Drop the pictures from the entries below, then reproduce the rest exactly.

>>

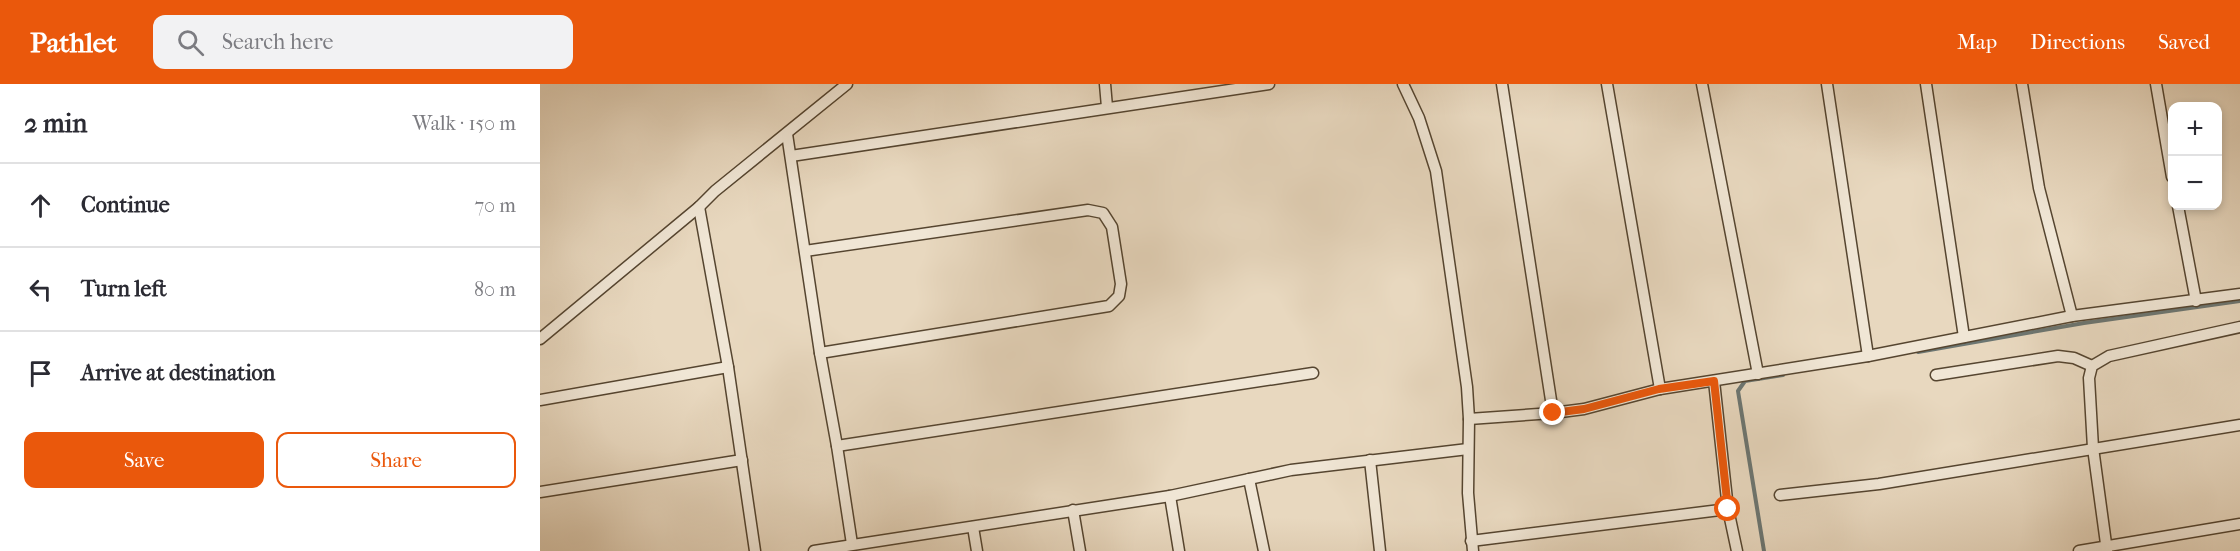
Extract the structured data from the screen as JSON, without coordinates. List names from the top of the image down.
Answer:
{
  "page": {
    "header": "Pathlet",
    "search": "Search here",
    "nav": ["Map", "Directions", "Saved"],
    "heading": ["2 min", "Walk · 150 m"],
    "map_buttons": ["+", "−"],
    "list": [
      ["Continue", "70 m"],
      ["Turn left", "80 m"],
      "Arrive at destination"
    ],
    "buttons": ["Save", "Share"]
  }
}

<<

- _Answer area_:
Extract the structured data from the screen as JSON, without coordinates. List names from the top of the image down.
Answer:
{
  "page": {
    "header": "Pathlet",
    "search": "Search here",
    "nav": ["Map", "Directions", "Saved"],
    "heading": ["2 min", "Walk · 150 m"],
    "map_buttons": ["+", "−"],
    "list": [
      ["Continue", "70 m"],
      ["Turn left", "80 m"],
      "Arrive at destination"
    ],
    "buttons": ["Save", "Share"]
  }
}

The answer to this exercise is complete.